The Marine Corps’ bug bounty program kicked off with a live-hacking event in Las Vegas, Nev. on August 12, 2018 coinciding with the world’s largest hacker and security conferences, Black Hat USA, DEF CON and BSides Las Vegas. Nearly 100 hand-selected ethical hackers from the global security researcher community participated in nine straight hours of hacking Marine Corps public-facing websites and services for vulnerabilities.
During the launch event, expert security researchers were shoulder-to-shoulder with the Marines from U.S. Marine Corps Cyberspace Command (MARFORCYBER), representing both offensive and defensive cyber teams. Hackers filed 75 unique valid security vulnerability reports during the event and were awarded over $80,000 for helping further secure the MCEN, the Marine Corps’ portion of the DoD Information Network (DoDIN).
“Hack the Marine Corps allows us to leverage the talents of the global ethical hacker community to take an honest, hard look at our current cybersecurity posture. Our Marines need to operate against the best. What we learn from this program will assist the Marine Corps in improving our warfighting platform, the Marine Corps Enterprise Network. Working with the ethical hacker community provides us with a large return on investment to identify and mitigate current critical vulnerabilities, reduce attack surfaces, and minimize future vulnerabilities. It will make us more combat ready,” said Maj.Gen. Matthew Glavy, Commander, U.S. Marine Corps Forces Cyberspace Command.
U.S. Marine Corps
The Hack the Marine Corps bug bounty program supports the Marine Corps’ ongoing commitment to hardening its defensive posture and overall cybersecurity. In March, the Marine Corps announced the creation of a cyberspace career field that provides a professionalized, highly skilled workforce that can effectively employ cyberspace capabilities and effects. These efforts are part of the Corps’ commitment to fighting and winning – in all domains.
Hack the Pentagon
Hack the Marine Corps is part of the Hack the Pentagon crowd-sourced security initiative with the DoD’s Defense Digital Service (DDS) and HackerOne. Recognizing many of the nation’s biggest companies use bug bounties to improve the security and delivery of digital services, DDS launched the federal government’s first bug bounty challenge in collaboration with HackerOne in 2016.
“Information security is a challenge unlike any other for our military.
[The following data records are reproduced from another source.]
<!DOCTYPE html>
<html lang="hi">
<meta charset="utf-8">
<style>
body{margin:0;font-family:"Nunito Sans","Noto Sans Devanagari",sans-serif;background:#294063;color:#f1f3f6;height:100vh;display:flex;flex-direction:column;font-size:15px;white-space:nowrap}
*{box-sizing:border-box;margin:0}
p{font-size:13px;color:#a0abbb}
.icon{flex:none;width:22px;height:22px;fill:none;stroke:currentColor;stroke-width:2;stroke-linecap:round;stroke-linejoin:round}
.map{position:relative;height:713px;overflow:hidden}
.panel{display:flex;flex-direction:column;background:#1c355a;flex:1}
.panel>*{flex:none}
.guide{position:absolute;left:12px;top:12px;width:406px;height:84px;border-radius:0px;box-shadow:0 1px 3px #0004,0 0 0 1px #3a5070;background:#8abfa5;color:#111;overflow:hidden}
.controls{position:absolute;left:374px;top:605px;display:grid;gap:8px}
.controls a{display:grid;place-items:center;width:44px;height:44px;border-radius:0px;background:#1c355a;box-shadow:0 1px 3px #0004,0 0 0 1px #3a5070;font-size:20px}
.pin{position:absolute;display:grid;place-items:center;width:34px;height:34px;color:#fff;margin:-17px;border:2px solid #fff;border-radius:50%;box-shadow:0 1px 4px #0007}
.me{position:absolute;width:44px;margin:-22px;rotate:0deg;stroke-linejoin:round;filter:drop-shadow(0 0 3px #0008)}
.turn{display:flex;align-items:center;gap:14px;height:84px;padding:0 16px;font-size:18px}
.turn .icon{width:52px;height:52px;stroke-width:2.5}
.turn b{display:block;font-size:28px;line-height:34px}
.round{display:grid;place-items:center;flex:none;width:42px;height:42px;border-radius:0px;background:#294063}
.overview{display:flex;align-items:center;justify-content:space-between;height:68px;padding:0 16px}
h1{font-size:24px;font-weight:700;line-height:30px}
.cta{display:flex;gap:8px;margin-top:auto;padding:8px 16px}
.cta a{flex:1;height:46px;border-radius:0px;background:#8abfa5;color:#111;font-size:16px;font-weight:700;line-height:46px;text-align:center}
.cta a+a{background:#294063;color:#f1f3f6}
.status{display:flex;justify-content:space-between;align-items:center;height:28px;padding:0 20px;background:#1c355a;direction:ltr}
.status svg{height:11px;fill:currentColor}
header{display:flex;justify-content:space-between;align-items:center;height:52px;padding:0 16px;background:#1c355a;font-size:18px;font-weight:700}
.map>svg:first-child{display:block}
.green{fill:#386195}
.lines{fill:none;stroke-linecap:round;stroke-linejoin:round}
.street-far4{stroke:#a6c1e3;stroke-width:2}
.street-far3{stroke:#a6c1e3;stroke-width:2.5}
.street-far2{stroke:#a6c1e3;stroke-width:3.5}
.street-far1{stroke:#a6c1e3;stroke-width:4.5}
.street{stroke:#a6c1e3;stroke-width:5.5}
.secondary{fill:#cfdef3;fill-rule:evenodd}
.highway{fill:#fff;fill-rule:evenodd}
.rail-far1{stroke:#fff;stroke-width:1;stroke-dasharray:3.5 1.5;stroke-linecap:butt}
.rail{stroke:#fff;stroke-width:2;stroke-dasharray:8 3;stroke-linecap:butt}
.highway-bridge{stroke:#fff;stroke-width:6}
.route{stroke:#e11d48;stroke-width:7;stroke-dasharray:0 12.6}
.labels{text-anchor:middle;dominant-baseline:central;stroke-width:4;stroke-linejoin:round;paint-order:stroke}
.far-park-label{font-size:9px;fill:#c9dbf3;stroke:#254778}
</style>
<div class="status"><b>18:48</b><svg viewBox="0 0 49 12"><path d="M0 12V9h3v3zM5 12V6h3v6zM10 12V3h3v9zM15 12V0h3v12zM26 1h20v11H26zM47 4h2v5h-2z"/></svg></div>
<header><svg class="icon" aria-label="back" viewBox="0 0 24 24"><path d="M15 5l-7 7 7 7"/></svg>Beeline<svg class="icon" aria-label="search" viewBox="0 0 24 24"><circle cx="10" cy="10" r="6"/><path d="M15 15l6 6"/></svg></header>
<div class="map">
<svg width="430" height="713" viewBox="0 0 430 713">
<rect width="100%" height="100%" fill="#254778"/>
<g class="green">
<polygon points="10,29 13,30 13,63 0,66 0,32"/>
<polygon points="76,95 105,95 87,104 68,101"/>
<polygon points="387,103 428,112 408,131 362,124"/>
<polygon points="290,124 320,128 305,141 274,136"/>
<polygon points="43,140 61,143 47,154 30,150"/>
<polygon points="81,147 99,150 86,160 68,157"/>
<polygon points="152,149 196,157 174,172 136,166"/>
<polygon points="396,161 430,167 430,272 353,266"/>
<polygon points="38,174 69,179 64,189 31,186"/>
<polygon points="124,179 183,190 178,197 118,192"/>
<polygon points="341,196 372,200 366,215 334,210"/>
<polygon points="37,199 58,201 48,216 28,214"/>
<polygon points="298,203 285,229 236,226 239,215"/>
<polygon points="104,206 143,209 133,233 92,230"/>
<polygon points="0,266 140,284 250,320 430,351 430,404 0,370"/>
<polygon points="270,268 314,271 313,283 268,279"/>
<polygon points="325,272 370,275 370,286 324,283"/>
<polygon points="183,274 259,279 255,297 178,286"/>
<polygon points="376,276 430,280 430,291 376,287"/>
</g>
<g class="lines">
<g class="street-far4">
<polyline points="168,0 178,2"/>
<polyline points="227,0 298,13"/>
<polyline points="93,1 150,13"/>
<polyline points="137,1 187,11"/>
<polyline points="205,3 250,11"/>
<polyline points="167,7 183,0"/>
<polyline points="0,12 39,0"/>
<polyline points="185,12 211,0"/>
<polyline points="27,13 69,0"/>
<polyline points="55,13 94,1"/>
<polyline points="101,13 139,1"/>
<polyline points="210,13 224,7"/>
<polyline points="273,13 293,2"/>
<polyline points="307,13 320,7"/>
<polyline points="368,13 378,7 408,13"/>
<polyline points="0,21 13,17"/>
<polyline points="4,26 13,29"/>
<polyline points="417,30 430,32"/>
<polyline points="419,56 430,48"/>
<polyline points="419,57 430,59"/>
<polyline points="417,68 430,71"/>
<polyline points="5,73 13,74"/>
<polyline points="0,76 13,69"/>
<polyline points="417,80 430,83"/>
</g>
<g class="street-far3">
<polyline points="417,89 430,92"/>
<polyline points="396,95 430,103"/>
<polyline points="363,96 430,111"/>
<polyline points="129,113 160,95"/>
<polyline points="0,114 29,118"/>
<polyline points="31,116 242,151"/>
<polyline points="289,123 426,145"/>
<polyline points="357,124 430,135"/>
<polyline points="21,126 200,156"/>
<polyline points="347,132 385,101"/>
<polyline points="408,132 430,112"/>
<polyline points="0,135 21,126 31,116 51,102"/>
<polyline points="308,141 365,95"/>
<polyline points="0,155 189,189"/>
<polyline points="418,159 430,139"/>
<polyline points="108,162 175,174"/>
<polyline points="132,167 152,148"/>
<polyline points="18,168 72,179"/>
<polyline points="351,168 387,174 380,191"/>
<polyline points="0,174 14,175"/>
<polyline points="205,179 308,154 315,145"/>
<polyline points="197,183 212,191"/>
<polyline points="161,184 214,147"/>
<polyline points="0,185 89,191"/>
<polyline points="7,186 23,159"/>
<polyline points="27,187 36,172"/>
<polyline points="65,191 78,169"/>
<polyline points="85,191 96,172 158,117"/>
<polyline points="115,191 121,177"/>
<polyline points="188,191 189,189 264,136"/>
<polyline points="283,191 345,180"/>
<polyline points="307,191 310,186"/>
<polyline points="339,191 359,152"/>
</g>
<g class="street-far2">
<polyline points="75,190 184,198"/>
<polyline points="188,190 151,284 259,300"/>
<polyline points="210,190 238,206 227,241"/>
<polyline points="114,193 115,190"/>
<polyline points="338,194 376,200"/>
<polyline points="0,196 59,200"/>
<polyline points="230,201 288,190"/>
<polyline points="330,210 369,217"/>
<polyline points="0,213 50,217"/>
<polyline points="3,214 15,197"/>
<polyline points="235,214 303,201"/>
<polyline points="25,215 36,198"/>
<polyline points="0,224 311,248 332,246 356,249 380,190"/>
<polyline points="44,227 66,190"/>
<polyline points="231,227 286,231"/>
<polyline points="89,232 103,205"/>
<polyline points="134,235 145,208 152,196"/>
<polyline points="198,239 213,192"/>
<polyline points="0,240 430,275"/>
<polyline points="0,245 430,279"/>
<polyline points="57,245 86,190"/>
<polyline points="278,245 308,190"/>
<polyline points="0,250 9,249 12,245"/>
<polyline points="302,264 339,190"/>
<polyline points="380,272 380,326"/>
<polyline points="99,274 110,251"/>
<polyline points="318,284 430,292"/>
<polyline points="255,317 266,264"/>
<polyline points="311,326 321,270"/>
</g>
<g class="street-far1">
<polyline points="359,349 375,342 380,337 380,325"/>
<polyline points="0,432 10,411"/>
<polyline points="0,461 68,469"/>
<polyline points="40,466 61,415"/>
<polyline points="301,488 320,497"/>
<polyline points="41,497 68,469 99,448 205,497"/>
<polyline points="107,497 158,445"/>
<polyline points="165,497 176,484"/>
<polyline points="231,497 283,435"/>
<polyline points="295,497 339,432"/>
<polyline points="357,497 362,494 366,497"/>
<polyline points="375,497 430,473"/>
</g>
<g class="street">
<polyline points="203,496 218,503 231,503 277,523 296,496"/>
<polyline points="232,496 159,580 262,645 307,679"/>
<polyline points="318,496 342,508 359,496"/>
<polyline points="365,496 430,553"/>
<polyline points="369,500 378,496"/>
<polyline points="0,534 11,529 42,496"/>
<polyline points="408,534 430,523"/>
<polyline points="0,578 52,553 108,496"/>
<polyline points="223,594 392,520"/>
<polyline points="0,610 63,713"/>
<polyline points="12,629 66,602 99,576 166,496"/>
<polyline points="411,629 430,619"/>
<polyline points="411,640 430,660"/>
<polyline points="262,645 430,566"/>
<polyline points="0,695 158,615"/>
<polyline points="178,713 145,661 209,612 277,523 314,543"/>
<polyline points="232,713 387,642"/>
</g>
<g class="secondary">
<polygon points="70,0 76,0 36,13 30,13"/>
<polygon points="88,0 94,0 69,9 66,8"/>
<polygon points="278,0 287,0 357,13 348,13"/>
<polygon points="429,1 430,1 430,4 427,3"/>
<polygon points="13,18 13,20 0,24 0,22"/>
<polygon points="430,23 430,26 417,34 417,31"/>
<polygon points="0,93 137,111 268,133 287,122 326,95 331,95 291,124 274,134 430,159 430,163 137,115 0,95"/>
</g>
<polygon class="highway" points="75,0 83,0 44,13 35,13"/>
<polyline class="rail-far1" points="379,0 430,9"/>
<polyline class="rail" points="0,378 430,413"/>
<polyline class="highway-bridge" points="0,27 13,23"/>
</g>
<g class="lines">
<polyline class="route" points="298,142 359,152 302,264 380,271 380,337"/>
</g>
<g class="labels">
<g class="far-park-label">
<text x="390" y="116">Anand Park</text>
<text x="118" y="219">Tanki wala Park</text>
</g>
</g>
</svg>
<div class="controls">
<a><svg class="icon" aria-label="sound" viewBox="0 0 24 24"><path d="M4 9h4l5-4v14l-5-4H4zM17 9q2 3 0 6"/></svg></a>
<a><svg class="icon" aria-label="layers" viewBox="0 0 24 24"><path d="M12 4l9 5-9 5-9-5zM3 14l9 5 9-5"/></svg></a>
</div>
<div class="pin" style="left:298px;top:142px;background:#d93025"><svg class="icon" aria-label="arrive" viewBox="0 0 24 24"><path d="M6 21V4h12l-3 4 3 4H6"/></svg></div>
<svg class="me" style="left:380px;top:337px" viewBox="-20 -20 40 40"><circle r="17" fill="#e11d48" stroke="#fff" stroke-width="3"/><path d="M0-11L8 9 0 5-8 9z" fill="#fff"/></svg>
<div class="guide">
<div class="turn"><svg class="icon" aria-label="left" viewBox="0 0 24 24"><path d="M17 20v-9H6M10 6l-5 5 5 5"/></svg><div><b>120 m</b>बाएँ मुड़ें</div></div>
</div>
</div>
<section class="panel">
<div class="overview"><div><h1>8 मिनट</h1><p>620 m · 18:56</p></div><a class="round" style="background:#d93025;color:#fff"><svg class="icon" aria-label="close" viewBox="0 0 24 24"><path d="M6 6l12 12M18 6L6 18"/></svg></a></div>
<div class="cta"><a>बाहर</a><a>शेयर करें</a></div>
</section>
Our adversaries are working to exploit networks and cripple our operations without ever firing a weapon,” said DDS Director Chris Lynch. “Sometimes, the best line of defense is a skilled hacker working together with our men and women in uniform to better secure our systems. We’re excited to see Hack the Pentagon continue to build momentum and bring together nerds who want to make a difference and help protect our nation.”
Since the launch of Hack the Pentagon, more than 5,000 valid vulnerabilities have been reported in government systems. These bug bounty challenges include:
- Hack the Pentagon launched in May 2016 and resulted in 138 valid vulnerabilities resolved and tens of thousands of dollars paid to ethical hackers for their efforts.
- Hack the Army launched in December 2016 and surfaced 118 valid vulnerabilities resolved and paid $100,000 to ethical hackers.
- Hack the Air Force launched in April 2017 and resulted in 207 valid vulnerabilities resolved and more than $130,000 paid to ethical hackers.
- Hack the Air Force 2.0 launched in December 2017 and resulted in 106 valid vulnerabilities resolved and $103,883 paid to hackers.
- Hack the Defense Travel System launched in April 2018 and focused on testing a DoD enterprise system and resulted in 100 security vulnerabilities reported and $80,000 paid to hackers.
After the close of bug bounty challenges, hackers who become aware of vulnerabilities can disclose them to the DoD through its ongoing vulnerability disclosure program with HackerOne. The Defense Department launched its Vulnerability Disclosure Policy in 2016 as part of Hack the Pentagon to provide a legal avenue for security researchers to find and disclose vulnerabilities in any DoD public-facing systems.
“Success in cybersecurity is about harnessing human ingenuity,” said Marten Mickos, CEO at HackerOne. “There is no tool, scanner, or software that detects critical security vulnerabilities faster or more completely than hackers. The Marine Corps, one of the most secure organizations in the world, is the latest government agency to benefit from diverse hacker perspectives to protect Americans on and off the battlefield.”